Based on our data, defining and enforcing leash bylaws for the parks is likely an effective method for reducing fecal contamination. However, dog owners often find the ability to walk dogs off-leash to be an important quality of a park54, and their interests have to be balanced. Given the distribution of the feces within parks, to reduce the fecal contamination in public parks it is recommended to focus the efforts near parking lots and entrances, especially in off-leash parks. Designating areas near park entrances and parking lots as on-leash areas may have some effects. Studies by Jason and Zolik55 indicated education of dog-owners as effective strategies for reducing dog fecal contamination. Educating dog owners, especially of those who visit off-leash parks, on how to properly dispose feces and the harms they can cause may be a simple and effective approach.

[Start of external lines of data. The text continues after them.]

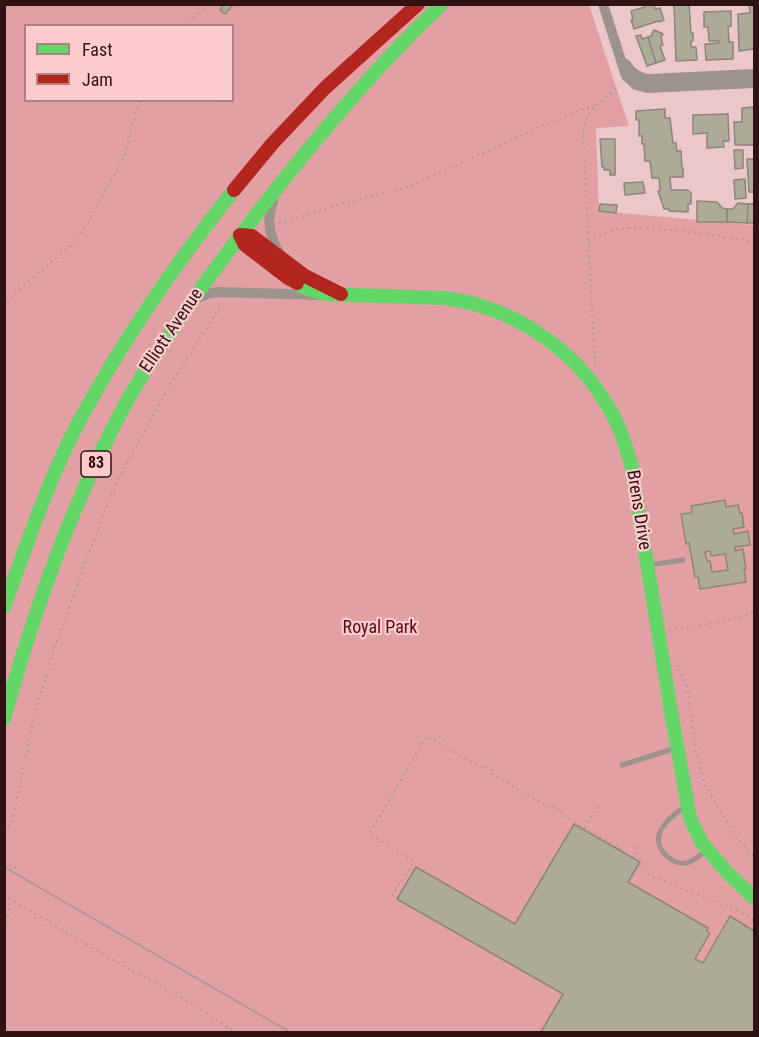 <!DOCTYPE html>
<style>
body{margin:0}
#map{position:relative;width:759px;height:1037px;overflow:hidden;background:#ecc7c9;font-family:"Roboto Condensed",sans-serif}
canvas{display:block}
.frame{position:absolute;inset:0;border:6px solid #301215;pointer-events:none}
.legend{position:absolute;left:24px;top:24px;width:210px;height:78px;box-sizing:border-box;background:#fecbcc;border:2px solid #ac8183;margin:0;padding:8px 10px;list-style:none;font-size:18px;color:#301215}
.legend li{display:flex;align-items:center;gap:12px;height:30px}
.legend b{width:30px;border:2px solid #ac8183}
</style>
<div id="map">
<canvas width="759" height="1037"></canvas>
<div class="frame"></div>
<ul class="legend">
<li><b style="height:8px;background:#63d668"></b>Fast</li>
<li><b style="height:8px;background:#b3261e"></b>Jam</li>
</ul>
</div>
<script>
const context = document.querySelector('canvas').getContext('2d');
context.lineJoin = 'round';
function fillPath(path, color) { context.fillStyle = color; context.fill(path, 'evenodd'); }
function trace(path, color, width, dash) { context.strokeStyle = color; context.lineWidth = width; context.lineCap = dash ? 'butt' : 'round'; context.setLineDash(dash || []); context.stroke(path); }
function label(font, color, halo, rows, align = 'center') {
  context.font = font + ' "Roboto Condensed",sans-serif'; context.lineWidth = 4.5; context.setLineDash([]); context.textBaseline = 'middle'; context.strokeStyle = halo; context.fillStyle = color; for (const [text, x, y, turn = 0] of rows) {
    context.save(); context.translate(x, y); context.rotate((+turn || 0) * Math.PI / 180); context.textAlign = isNaN(turn) ? turn : align; if (halo) context.strokeText(text, 0, 0); context.fillText(text, 0, 0); context.restore();
  }
}
const green = new Path2D(`
 M5,5h584l40,121 -33,2 3,83 155,14v807h-749zM26,26h206v74h-206z`);
const building = new Path2D(`
 M224,4h10l-9,10 -5,-4z
 M644,4h10l1,5 5,-1 4,12 -5,2 -1,-1 -24,8 -3,-9h2l-2,-9 14,-4z
 M674,4h15l2,29h2v8h-2v6h5l1,13 -21,1z
 M749,4h5v45l-15,2 -1,-37 12,-1z
 M731,11v15l-3,1 1,15h4v17l-27,1 -1,-16 14,-1v-2h-10l-1,-14h-4v-15z
 M654,30l9,4 -2,3 2,8 -3,1 5,14 -9,3 -8,-26 3,-1z
 M641,35l1,4 6,-2 8,26 -9,3 -11,-30z
 M754,107v38h-19l-1,-23h8v-14z
 M665,109v9h5l3,25h3l1,8h4l1,17h1v9h-13l1,13h16l4,3v11h-3v8l-19,-1v-2h-5l-6,-18h2l-1,-13h-7l-2,-17h-5l-1,-17h-2v-8h-3v-16h-3v-9z
 M728,114l1,27h-6l1,6 -17,1v-15l-14,1v-19z
 M600,139h15v36h-5v-5h-6v-3h-2z
 M734,150h9v18l-8,1z
 M747,159h7v33h-5z
 M745,179l1,19 -11,1 -1,-19z
 M643,182l2,11 -20,2 -1,-12z
 M697,201l20,1 5,6 5,1v13h-30z
 M738,203l10,1 -1,19 -20,-1v-13h6z
 M600,204l17,1 -1,8 -17,-2z
 M748,204h6v19h-7z
 M725,500l1,7 12,-2 2,8h2l2,14 -11,2 1,5 14,-3 2,14 -15,2v4l8,-2 3,20h-2l2,13 -46,7 -2,-12h-3l-6,-34 -3,1 -5,-30 11,-1 -1,-7zM710,551l1,5 14,-2 3,16 -16,2 -2,-11h-3l-2,-9z
 M574,824l66,38 -12,20 80,46 -1,3 3,2 -15,26 8,4 27,-47 24,15v101h-213l22,-38 -166,-95 19,-32 99,57z`);
const path = new Path2D(`
 M185,26l22,-22
 M279,223l62,-19 67,-17 161,-73 27,-9
 M589,241c8,-4 16,-9 25,-11 13,-3 26,-2 38,-1 34,1 69,7 102,13
 M4,308l14,-18 56,-47 14,-21 35,-63 17,-59
 M595,365l-12,-231c2,-24 19,-34 36,-48
 M669,629c30,-2 57,-7 85,-17
 M678,669l9,18 9,64 9,34 31,52 18,19
 M584,828l39,22
 M4,831l8,-9 22,-106 21,-70 50,-136 15,-34 50,-91 39,-60 13,-22
 M634,847l15,28 89,36 16,10
 M4,861l13,8
 M4,880l5,2
 M4,895l31,19 80,47 80,44 40,27
 M392,896l22,-35 -45,-27 58,-98 56,32 2,-2 9,5 -2,3 60,35 2,-3 8,5 -1,3 23,14 16,-25
 M4,934l7,-34`);
const lane = new Path2D(`
 M649,565l34,-5
 M622,765l54,-17
 M684,807c-9,7 -22,16 -25,28 -4,16 16,33 31,27 6,-3 11,-8 16,-11`);
const street = new Path2D(`
 M603,4l23,72 10,9 11,3 107,-5
 M626,64c5,9 12,14 23,15l105,-5
 M273,201c-7,19 -4,36 7,53
 M198,298l12,-5 10,-1 97,3`);
const fast = new Path2D(`
 M297,283l8,5 20,6 119,4c67,8 129,49 163,107 12,18 18,39 24,59l40,247 19,107 12,25 24,28 28,27
 M4,607c22,-60 42,-121 71,-178 45,-85 99,-164 159,-239
 M4,719c31,-113 70,-223 127,-325 12,-21 26,-41 39,-61 28,-42 58,-82 89,-122 56,-72 116,-144 183,-207`);
const jam = new Path2D(`
 M234,190l38,-46 53,-56 93,-84
 M297,283l-9,-5 -43,-33 -5,-10 12,1 53,40 36,18`);
const tram = new Path2D(`
 M4,867l286,165`);
const shields = [
 [96,464,30]
];
const shieldNames = [
 ["83",96,464]
];
const streetNames = [
 ["Elliott Avenue",172,331,-56],
 ["Brens Drive",638,510,81]
];
const parkNames = [
 ["Royal Park",380,628]
];
fillPath(green, '#e3a0a4');
fillPath(building, '#aeaa98');
trace(building, '#8d847a', 1.5);
trace(path, '#a69793', 2, [1.5, 4.5]);
trace(lane, '#9e938c', 5);
trace(street, '#9e938c', 10);
trace(fast, '#63d668', 14);
trace(jam, '#b3261e', 14);
trace(tram, '#ab9693', 1.5);
for (const [x, y, w] of shields) { const box = new Path2D(); box.roundRect(x - w / 2, y - 13, w, 26, 4.5); context.fillStyle = '#fecbcc'; context.fill(box); trace(box, '#301215', 1.5); }
label('bold 16px', '#301215', null, shieldNames);
label('18px', '#301215', '#fecbcc', streetNames);
label('18px', '#570a1a', '#fecbcc', parkNames);
</script>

Posting signs at the parking lots and entrances of the parks reminding dog owners to clean up after their dogs may have impacts as well.

Considering the potential problems associated with the policy regarding the pet dogs and their use of public parks, conceptual framework of assessing and designing local government’s policies on pets were proposed56. In 2021, the Calgary’s City Council approved changes to the bylaw on pet ownership, to take effect beginning in January of 2022. Among several changes, the new bylaw defines the maximum number of dogs a person can supervise in an off-leash park at six, increase the penalties for acts of nuisances including dog feces, and authority for the city to ban a repeated offenders from off-leash parks. As these new policies take effects, it will be interesting to assess the effects on the dog fecal contamination in the Calgary’s public parks, using this study as a reference of the dog fecal contamination prior to the implementation of the new policies. We hope there will be similar studies in future with consistent methodologies conducted in different cities across the world, so that we may see patterns of fecal contamination over different cities, countries, continents or cultures. Such patterns can then be used to identify cultural characteristics or policies associated with fecal contamination, patterns that are potentially useful for policy makers.